Female, 38 years old, does not know about the start of lesion, complaining of pain on the mastication. In this case, it was chosen the excisional biopsy of the lesion which was lobule, streaking with a fat tissue in the chew, difficulting the dissection and lesion removal (Fig. 3).


Case 4

Female, 55 years old, does not know about the start of lesion, complaining of pain, complaining of the difficulty to fit her lower partial denture. In this case, an excisional biopsy was done once the lesion was well defined by a fibrous capsule (Fig. 4).

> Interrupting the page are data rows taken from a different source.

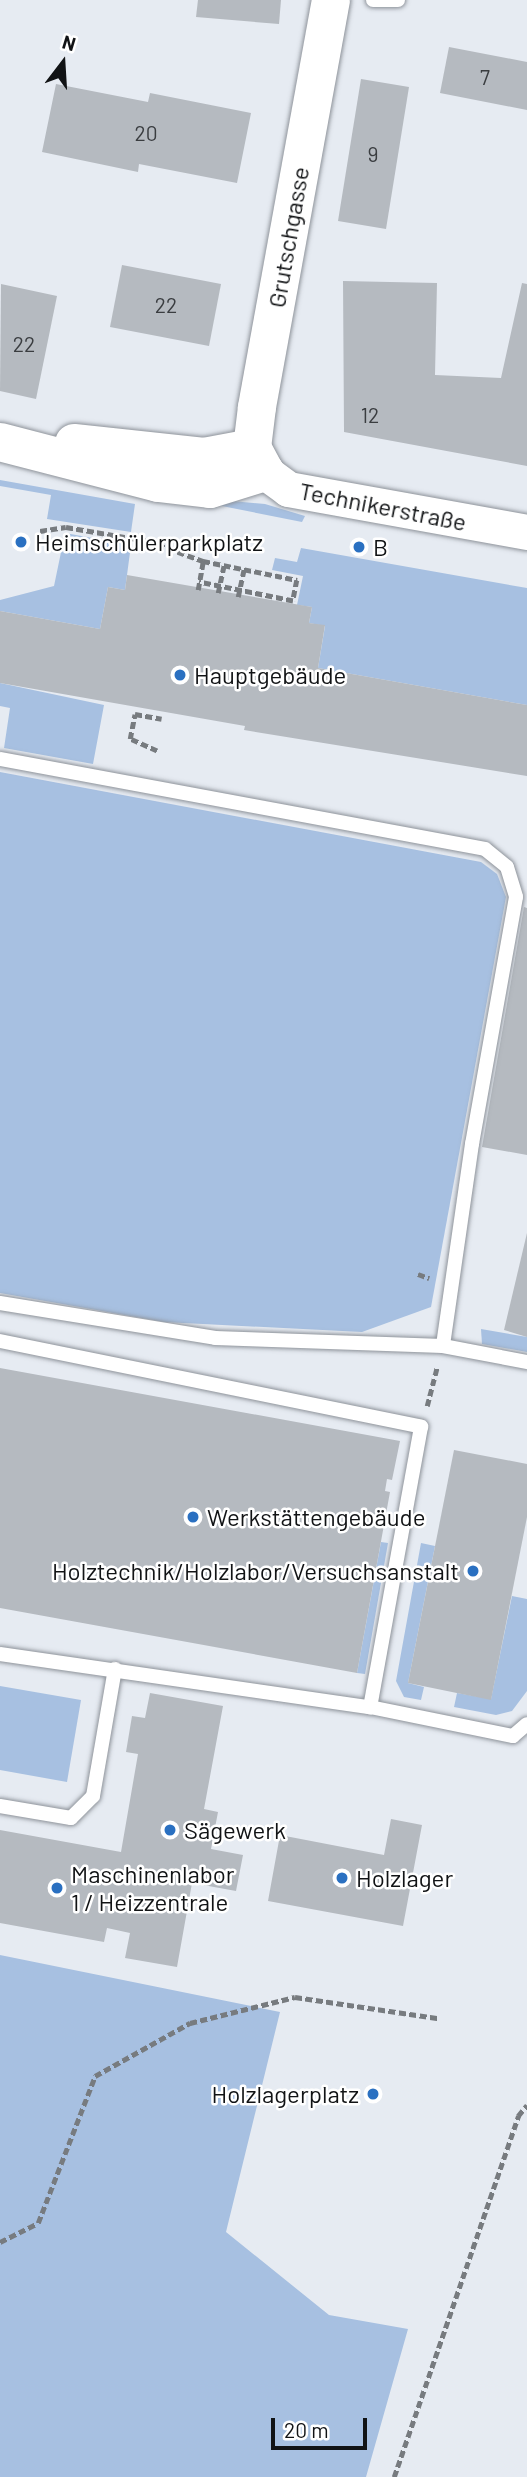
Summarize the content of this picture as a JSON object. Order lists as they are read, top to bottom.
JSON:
{
  "streets": {
    "main road": ["Grutschgasse"],
    "street": ["Technikerstraße"]
  },
  "crossings": [
    ["Grutschgasse", "Technikerstraße"]
  ],
  "places": [
    "Heimschülerparkplatz",
    "B",
    "Hauptgebäude",
    "Werkstättengebäude",
    "Holztechnik/Holzlabor/Versuchsanstalt",
    "Sägewerk",
    "Holzlager",
    "Maschinenlabor 1 / Heizzentrale",
    "Holzlagerplatz"
  ],
  "house_numbers": [
    "7",
    "20",
    "9",
    "22",
    "22",
    "12"
  ],
  "scale_bar": "20 m",
  "north": "top"
}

All the cases described above have been in follow up period, without signs of recurrence and functional/aesthetic commitment.

DISCUSSION

The etiology of lipomas is still discussed. Trauma and infection were also indicated as possible etiological agents. However, any factor has been established as a cause to lipoma's onset. Lipoma has a higher incidence in obese people even having metabolism independent to a lipid's metabolism. It is known that the occurrence of multiple lipomas may be associated with Cowden syndrome or multiple hamartoma syndrome.9

Even though lipomas mainly occur in the subcutaneous tissue, it might locate in a profound and uncommon area into facial spaces. This fact requires imaging examinations such as computadorized tomography, magnetic resonance imaging and ultrasound in order to help with diagnosis and treatment.10,11

Being a rare benign mesenchymal neoplasm in the oral cavity, generally, there are some features in lipoma that facilitates the diagnosis. In addition to yellow coloration, the lower density than a fixer solution, making a surgical piece fluctuates when soaked in recipient. However, Souza et al,12 reported a lipoma case which did not observe these features.12 According to some authors, these facts are probably found due to the deepness of lesion relating to surfacing epithelium that difficults the translucence of typical yellow coloration of lipoma lesions. The event of non fluctuation in formol solution 10 % may be explained because a great quality of perilesional hemangiomatosis connective tissue which gives greater weight to a surgical piece. These findings provide more importance to the histopathologic evaluation to confirm the diagnosis.

According to Avelar et al,5 it is not possible to distinguish microscopically a lipoma from normal fat tissue, being possible only to see the metabolism process once the tumors are not used as a source of energy. Based on histopathologic findings, lipomas may be classified as simple, fibrolipoma, angiolipoma, intramuscular (infiltrating) lipomas, pleomorphic lipomas, salivary glands lipoma (sialolipomas), mixoid lipomas and atypical lipomas.13 According to Avelar et al,5 simple lipomas are the most common histopathologic type, being rare in children. Lipoblastoma and lipoblatomatosis are more frequent seen in these age group.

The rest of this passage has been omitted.